In spite of this, he was determined to venture further afield in order to meet the lovely friends I have made in Tunisia, but emphatically drew the line at actually getting his leg over a camel. And so it was that Adel took him for a drive in his 4×4, roaring up and down the dunes not too far from the oasis village of Sabria. And of course, I was able to introduce Geoffrey to my beloved Zeydoun.
Geoffrey was gently eased in to his final desert destination, staying at three good hotels en route: The ultra-efficient Hotel Africa in Tunis, the wonderfully eccentric Hotel Dar Faiza in Djerba with its chic restaurant, Le Fort, and the picturesque Hotel Touareg situated in the desert oasis town of Douz. He was warmly welcomed everywhere he went, immediately tuning in to the characters he encountered.

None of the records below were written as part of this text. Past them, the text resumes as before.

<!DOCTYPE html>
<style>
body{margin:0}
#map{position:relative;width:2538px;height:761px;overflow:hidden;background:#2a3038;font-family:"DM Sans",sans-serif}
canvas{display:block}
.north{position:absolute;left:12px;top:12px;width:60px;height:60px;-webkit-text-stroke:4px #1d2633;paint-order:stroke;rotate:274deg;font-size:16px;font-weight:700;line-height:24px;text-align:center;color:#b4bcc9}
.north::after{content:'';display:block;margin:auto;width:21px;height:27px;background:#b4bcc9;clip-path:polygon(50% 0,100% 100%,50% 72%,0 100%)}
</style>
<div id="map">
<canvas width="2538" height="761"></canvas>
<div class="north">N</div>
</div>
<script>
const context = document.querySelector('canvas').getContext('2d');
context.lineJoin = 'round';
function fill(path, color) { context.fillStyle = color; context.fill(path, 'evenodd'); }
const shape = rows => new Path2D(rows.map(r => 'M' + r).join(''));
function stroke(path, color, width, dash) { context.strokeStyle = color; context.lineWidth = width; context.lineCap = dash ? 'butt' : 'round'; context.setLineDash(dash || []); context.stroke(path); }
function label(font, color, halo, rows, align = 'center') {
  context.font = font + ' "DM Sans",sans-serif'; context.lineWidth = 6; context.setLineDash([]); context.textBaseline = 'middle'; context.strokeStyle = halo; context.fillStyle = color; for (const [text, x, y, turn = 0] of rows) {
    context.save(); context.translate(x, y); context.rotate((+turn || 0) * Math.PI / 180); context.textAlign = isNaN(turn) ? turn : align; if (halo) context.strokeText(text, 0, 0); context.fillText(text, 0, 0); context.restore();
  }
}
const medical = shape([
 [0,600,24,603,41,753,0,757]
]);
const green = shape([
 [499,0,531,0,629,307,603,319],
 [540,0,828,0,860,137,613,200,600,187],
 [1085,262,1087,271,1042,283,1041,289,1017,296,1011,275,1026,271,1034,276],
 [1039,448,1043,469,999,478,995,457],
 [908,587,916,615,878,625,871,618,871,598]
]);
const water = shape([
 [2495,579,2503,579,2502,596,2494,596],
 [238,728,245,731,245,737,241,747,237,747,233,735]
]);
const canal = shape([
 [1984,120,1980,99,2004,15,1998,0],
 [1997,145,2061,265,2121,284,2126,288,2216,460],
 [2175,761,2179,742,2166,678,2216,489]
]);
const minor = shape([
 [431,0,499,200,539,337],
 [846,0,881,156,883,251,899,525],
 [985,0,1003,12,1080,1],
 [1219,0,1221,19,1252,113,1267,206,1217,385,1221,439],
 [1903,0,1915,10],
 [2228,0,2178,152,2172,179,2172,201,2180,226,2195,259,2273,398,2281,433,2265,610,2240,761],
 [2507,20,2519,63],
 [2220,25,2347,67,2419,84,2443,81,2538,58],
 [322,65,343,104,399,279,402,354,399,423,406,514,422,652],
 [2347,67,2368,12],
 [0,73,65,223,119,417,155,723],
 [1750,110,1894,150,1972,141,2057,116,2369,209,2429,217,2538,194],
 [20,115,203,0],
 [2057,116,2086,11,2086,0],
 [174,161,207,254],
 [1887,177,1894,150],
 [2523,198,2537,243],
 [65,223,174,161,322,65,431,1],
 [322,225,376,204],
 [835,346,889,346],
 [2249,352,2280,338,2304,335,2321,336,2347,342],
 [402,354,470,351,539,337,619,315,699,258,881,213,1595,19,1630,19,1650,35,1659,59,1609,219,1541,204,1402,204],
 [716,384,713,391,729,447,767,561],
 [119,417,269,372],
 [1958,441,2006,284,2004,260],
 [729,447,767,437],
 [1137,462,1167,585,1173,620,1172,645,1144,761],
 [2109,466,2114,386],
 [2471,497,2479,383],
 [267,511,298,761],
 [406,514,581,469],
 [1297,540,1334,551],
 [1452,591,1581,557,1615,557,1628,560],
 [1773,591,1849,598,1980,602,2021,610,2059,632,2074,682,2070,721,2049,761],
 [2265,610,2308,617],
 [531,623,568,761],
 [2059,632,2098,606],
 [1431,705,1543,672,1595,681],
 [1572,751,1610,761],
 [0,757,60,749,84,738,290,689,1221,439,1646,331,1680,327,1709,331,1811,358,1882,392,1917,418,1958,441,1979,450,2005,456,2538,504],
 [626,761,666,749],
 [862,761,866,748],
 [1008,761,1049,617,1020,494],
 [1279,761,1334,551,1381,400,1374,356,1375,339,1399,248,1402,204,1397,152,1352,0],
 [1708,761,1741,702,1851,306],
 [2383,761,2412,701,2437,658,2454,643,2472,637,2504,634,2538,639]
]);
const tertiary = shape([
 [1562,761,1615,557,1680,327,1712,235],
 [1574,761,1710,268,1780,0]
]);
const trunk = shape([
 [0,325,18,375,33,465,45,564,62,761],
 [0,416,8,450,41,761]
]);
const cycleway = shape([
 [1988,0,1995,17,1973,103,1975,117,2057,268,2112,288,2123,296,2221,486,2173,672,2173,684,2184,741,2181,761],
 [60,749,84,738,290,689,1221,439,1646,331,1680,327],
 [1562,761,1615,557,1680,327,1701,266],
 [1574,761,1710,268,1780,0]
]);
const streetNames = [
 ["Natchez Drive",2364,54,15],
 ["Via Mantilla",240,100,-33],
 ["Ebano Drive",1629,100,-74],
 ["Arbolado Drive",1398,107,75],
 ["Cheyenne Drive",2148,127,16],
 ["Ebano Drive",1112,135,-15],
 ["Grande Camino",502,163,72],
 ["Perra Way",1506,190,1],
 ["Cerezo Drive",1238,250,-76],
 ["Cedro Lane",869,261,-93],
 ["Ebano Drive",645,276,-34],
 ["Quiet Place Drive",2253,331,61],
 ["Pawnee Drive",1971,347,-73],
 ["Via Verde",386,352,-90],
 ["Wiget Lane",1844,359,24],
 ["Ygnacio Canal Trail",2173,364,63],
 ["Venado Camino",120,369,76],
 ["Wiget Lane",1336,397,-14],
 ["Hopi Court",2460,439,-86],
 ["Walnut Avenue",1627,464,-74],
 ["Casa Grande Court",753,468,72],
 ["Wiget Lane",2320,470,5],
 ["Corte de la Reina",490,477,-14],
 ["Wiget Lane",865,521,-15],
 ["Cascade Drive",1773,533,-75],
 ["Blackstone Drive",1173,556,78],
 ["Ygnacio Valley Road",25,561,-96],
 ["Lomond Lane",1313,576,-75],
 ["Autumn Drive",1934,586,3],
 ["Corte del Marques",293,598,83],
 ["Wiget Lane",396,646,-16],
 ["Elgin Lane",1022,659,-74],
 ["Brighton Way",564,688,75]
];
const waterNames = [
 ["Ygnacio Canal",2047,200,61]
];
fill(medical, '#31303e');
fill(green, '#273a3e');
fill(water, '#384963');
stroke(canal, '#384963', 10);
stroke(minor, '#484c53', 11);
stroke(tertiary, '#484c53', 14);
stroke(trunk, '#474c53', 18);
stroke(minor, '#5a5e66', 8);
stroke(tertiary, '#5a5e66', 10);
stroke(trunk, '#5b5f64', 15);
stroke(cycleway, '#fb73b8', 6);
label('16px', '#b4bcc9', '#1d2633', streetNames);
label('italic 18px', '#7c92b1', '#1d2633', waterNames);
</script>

I must not forget to mention our excellent lunch stop in Matmata at the Hotel Marhala, which is halfway between Djerba and Douz. Our English speaking driver, Belgacem, was able to give Geoffrey lots of reassurance, as well as local information such as the rains in March had been good, which meant the vegetation in the desert was flourishing as a result – the best ever news for the Bedouin and their livestock.
I am already making plans for my return in October, perhaps via Eurostar from St Pancras to Marseilles, enjoying a few nights there before flying to Djerba, my spring board Mediterranean island for the mainland Sahara desert. Happy thoughts!